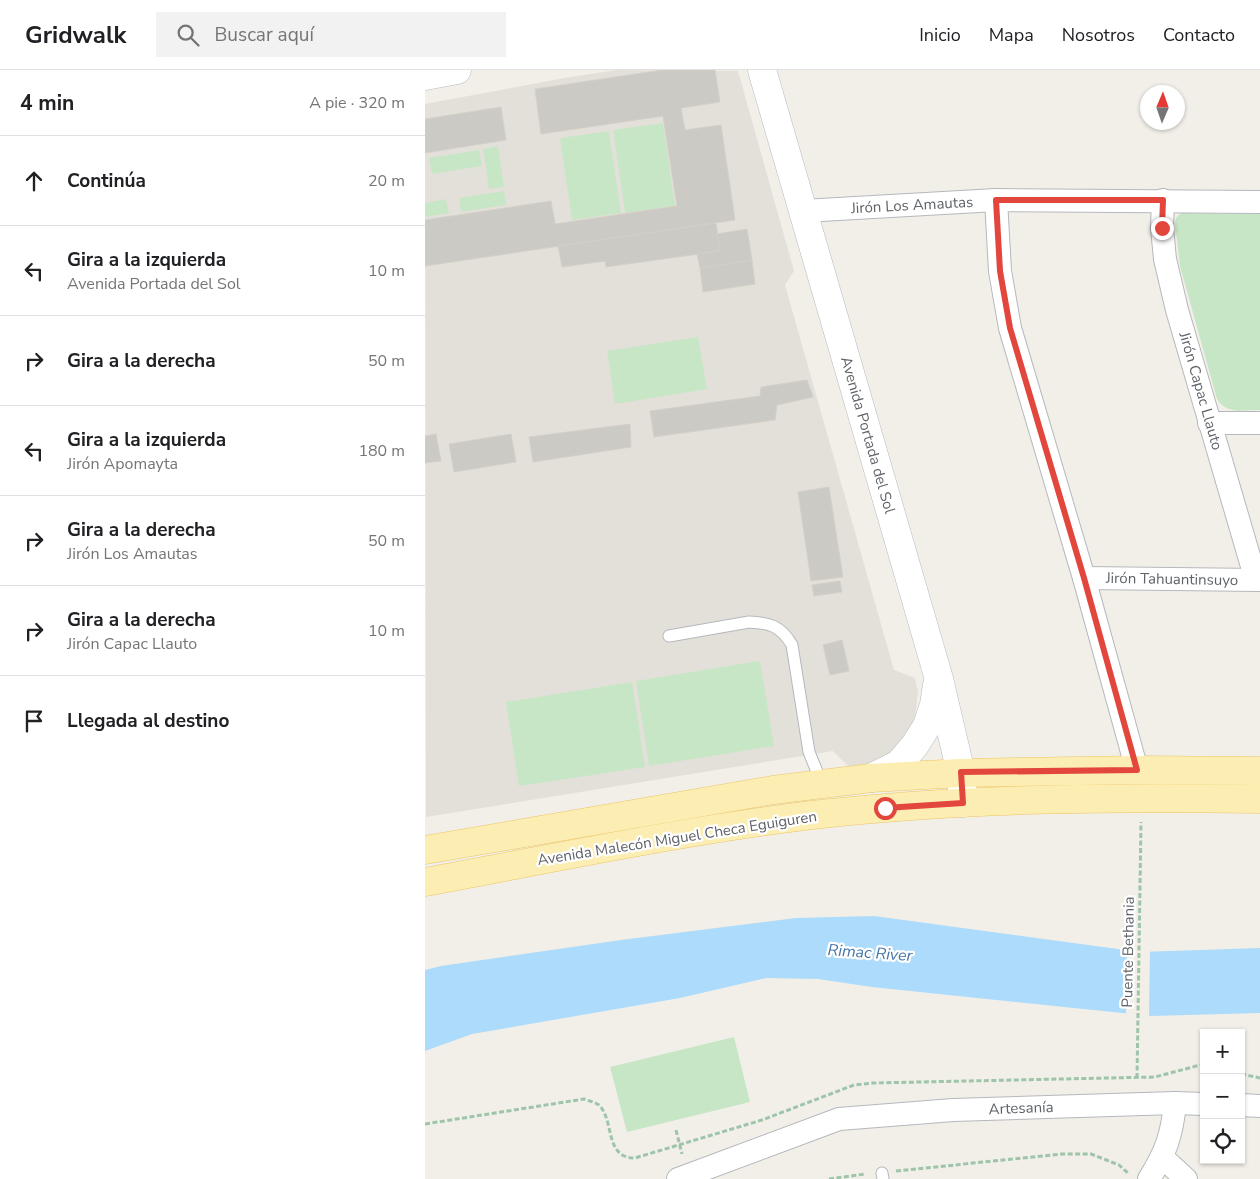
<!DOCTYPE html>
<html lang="es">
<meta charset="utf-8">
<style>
body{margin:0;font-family:"Nunito Sans",sans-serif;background:#f2f2f2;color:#202124}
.controls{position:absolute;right:15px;bottom:15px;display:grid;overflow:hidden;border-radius:0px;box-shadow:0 1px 4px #0004}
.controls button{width:45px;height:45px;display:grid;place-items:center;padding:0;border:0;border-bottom:1px solid #e0e0e0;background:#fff;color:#202124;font:25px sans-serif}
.compass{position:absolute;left:715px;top:15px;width:45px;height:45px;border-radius:50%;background:#fff;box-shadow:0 1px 4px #0004;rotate:2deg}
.stop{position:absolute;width:15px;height:15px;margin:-11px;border:4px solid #e2463c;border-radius:50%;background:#fff}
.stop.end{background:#e2463c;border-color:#fff;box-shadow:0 1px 5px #0008}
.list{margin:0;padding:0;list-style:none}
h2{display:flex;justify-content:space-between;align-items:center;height:65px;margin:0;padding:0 20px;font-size:21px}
h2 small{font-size:16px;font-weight:400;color:#757577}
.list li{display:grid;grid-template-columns:32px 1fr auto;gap:15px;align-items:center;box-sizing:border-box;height:90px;padding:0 20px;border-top:1px solid #e0e0e0}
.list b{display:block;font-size:19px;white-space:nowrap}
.list p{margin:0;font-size:16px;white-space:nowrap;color:#757577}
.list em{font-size:16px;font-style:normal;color:#757577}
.icon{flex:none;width:28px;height:28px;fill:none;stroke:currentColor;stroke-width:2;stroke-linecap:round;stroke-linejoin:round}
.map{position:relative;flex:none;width:835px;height:1109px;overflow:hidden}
header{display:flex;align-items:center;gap:30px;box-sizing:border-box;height:70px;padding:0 25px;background:#fff;border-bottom:1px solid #e0e0e0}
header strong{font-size:24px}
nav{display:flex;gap:28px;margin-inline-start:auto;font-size:18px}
.search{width:350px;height:45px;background:#f2f2f2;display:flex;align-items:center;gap:12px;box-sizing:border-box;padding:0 18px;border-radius:0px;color:#757577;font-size:19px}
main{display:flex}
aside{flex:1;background:#fff}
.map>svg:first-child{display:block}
.education{fill:#e3e0d9}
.green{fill:#c7e6c6}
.water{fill:#addbfb}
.pier{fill:#f1efe8}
.building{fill:#cccac5;stroke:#d5d0c7}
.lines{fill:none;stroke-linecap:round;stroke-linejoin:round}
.lane-casing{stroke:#b5b8bc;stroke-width:13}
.street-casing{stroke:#b5b8bc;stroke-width:24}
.secondary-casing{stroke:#b6babf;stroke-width:29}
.primary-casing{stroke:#ecc466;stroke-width:29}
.path{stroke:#9ec5a9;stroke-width:3;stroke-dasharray:5 2.5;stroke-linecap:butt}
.lane{stroke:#fff;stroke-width:11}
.street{stroke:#fff;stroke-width:22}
.secondary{stroke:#fff;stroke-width:28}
.primary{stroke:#fceeb2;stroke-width:28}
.route{stroke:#e2463c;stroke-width:6}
.labels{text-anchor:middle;stroke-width:4.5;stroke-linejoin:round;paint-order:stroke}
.street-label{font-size:15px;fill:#5f6368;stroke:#fff}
.water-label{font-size:16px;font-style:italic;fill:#4676a6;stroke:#fff}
</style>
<header>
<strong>Gridwalk</strong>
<div class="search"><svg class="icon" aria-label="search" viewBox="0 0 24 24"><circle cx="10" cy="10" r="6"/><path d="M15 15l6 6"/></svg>Buscar aquí</div>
<nav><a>Inicio</a><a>Mapa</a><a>Nosotros</a><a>Contacto</a></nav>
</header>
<main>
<aside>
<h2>4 min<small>A pie · 320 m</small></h2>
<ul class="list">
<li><svg class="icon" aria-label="ahead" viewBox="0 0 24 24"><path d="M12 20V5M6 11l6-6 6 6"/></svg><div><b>Continúa</b></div><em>20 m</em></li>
<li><svg class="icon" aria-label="left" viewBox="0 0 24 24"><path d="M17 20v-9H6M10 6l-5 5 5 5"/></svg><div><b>Gira a la izquierda</b><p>Avenida Portada del Sol</p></div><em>10 m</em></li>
<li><svg class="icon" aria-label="right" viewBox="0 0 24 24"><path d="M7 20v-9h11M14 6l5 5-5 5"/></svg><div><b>Gira a la derecha</b></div><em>50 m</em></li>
<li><svg class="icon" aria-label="left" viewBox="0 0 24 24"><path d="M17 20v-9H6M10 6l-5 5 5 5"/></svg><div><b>Gira a la izquierda</b><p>Jirón Apomayta</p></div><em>180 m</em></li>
<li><svg class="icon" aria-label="right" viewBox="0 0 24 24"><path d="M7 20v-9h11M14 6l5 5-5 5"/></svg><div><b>Gira a la derecha</b><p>Jirón Los Amautas</p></div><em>50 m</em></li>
<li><svg class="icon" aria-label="right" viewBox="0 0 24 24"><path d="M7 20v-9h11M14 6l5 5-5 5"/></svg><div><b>Gira a la derecha</b><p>Jirón Capac Llauto</p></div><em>10 m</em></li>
<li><svg class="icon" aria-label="arrive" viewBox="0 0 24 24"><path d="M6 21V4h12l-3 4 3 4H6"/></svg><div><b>Llegada al destino</b></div></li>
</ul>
</aside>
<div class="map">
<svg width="835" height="1109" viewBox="0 0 835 1109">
<rect width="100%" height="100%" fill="#f1efe8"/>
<polygon class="education" points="192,0 313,1 369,201 360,215 469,600 490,608 493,622 489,656 463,687 447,695 427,700 408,681 1,747 0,34 145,7"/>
<g class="green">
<polygon points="238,53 250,136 200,143 188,60"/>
<polygon points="184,61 196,143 147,150 135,68"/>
<polygon points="73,76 79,117 64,119 58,79"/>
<polygon points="54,80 57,96 7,104 4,88"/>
<polygon points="79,121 81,135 36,142 34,128"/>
<polygon points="21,129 24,143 0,147 0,133"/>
<path d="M756,143L835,144V340C818,340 802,345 792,329L755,196L750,153L751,148Z"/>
<polygon points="273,267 282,319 190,334 182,281"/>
<polygon points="335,591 349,676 224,696 211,611"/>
<polygon points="207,612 220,697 94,716 81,632"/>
<polygon points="309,967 325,1032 202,1062 185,997"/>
</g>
<polygon class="water" points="449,846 715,882 835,878 835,943 726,946 447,917 393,909 341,908 255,928 47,964 0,981 0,900 16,896 196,870 371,848"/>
<polygon class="pier" points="702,878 725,879 724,948 701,946"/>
<g class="building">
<polygon points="237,0 290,0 295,32 256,38 260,60 296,55 310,150 0,196 0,150 126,131 130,154 252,136 238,46 116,64 110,19"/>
<polygon points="76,37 81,70 0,83 0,49"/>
<polygon points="291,153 295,181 181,197 180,191 137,197 133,176"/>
<polygon points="322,159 327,190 275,198 272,184 295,181 292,164"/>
<polygon points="327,190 330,214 278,222 275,198"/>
<polygon points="382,310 388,327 352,335 350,350 229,367 225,341 335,326 336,317"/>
<polygon points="205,354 206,377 108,392 104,367"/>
<polygon points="11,364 16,391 0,393 0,366"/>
<polygon points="86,364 91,392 29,402 24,374"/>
<polygon points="404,417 418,507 386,511 373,422"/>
<polygon points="415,511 417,522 389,526 387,515"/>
<polygon points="417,570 424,601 405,605 398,575"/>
</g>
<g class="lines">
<g class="lane-casing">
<g id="lane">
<path d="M244,566L324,552C345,553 356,556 367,575L384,682L397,714"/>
<polyline points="457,1103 458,1109"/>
</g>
</g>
<g class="street-casing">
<g id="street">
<polyline points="571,130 575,201 585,258 659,508 712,700"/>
<polyline points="738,130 737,158 740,189 752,240 831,510"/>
<polyline points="378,141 571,130 835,132"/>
<polyline points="784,353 835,353"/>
<polyline points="659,508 835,510"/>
<polyline points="816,1035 835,1036"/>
<polyline points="737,1087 761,1109"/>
<polyline points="253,1109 414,1049 528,1040 750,1033 779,1034"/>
<path d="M724,1109C741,1082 747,1065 750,1033"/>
</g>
</g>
<g class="secondary-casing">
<g id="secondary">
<polyline points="337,0 514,609 536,703 538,733"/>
<polyline points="0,6 32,0"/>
<polyline points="446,708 474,694 490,675 502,656 509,635 512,615"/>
</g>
</g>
<g class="primary-casing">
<g id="primary">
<polyline points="0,780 348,720 446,708 536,703 712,700 835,701"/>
<path d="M0,812C129,788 257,761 387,745C536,728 686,727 835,729"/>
</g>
</g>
<g class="path">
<polyline points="816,1004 835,1008"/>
<polyline points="712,1008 716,752"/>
<path d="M0,1054L159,1029C164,1031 170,1032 174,1035C190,1051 179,1088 210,1088L337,1050L429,1015L448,1013L730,1007L779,994"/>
<polyline points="251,1060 257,1084"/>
<polyline points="471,1101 637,1084 666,1084 694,1095 704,1104"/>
<polyline points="404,1109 440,1104"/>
</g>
<use href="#lane" class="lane"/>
<use href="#street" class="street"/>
<use href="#secondary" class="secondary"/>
<use href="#primary" class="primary"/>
</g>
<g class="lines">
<polyline class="route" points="460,738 538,733 536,702 712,700 659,508 585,258 575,201 571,130 738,130 737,158"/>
</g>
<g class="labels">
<g class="street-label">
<text transform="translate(487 135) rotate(-3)" y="5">Jirón Los Amautas</text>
<text transform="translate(776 321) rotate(74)" y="5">Jirón Capac Llauto</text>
<text transform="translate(443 365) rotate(74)" y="5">Avenida Portada del Sol</text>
<text transform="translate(747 509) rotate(1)" y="5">Jirón Tahuantinsuyo</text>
<text transform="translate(252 768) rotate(-9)" y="5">Avenida Malecón Miguel Checa Eguiguren</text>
<text transform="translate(703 882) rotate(-89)" y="5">Puente Bethania</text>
<text transform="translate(596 1038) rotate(-2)" y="5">Artesanía</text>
</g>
<g class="water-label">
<text transform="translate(445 882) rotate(4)" y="6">Rimac River</text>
</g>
</g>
</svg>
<div class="controls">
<button>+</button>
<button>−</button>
<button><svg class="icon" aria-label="locate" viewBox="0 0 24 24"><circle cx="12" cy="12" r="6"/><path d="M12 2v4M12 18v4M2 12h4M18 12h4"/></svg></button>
</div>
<svg class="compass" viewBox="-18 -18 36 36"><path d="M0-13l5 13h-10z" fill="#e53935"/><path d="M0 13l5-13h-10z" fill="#757577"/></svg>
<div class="stop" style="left:460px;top:738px"></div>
<div class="stop end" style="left:737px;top:158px"></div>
</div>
</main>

■ WHAT THE TASK ASKS ■
Please transcribe word for word the lines from the line with "<button>+</button>" to the end of the material, both ends included.

■ REPLY ■
<button>+</button>
<button>−</button>
<button><svg class="icon" aria-label="locate" viewBox="0 0 24 24"><circle cx="12" cy="12" r="6"/><path d="M12 2v4M12 18v4M2 12h4M18 12h4"/></svg></button>
</div>
<svg class="compass" viewBox="-18 -18 36 36"><path d="M0-13l5 13h-10z" fill="#e53935"/><path d="M0 13l5-13h-10z" fill="#757577"/></svg>
<div class="stop" style="left:460px;top:738px"></div>
<div class="stop end" style="left:737px;top:158px"></div>
</div>
</main>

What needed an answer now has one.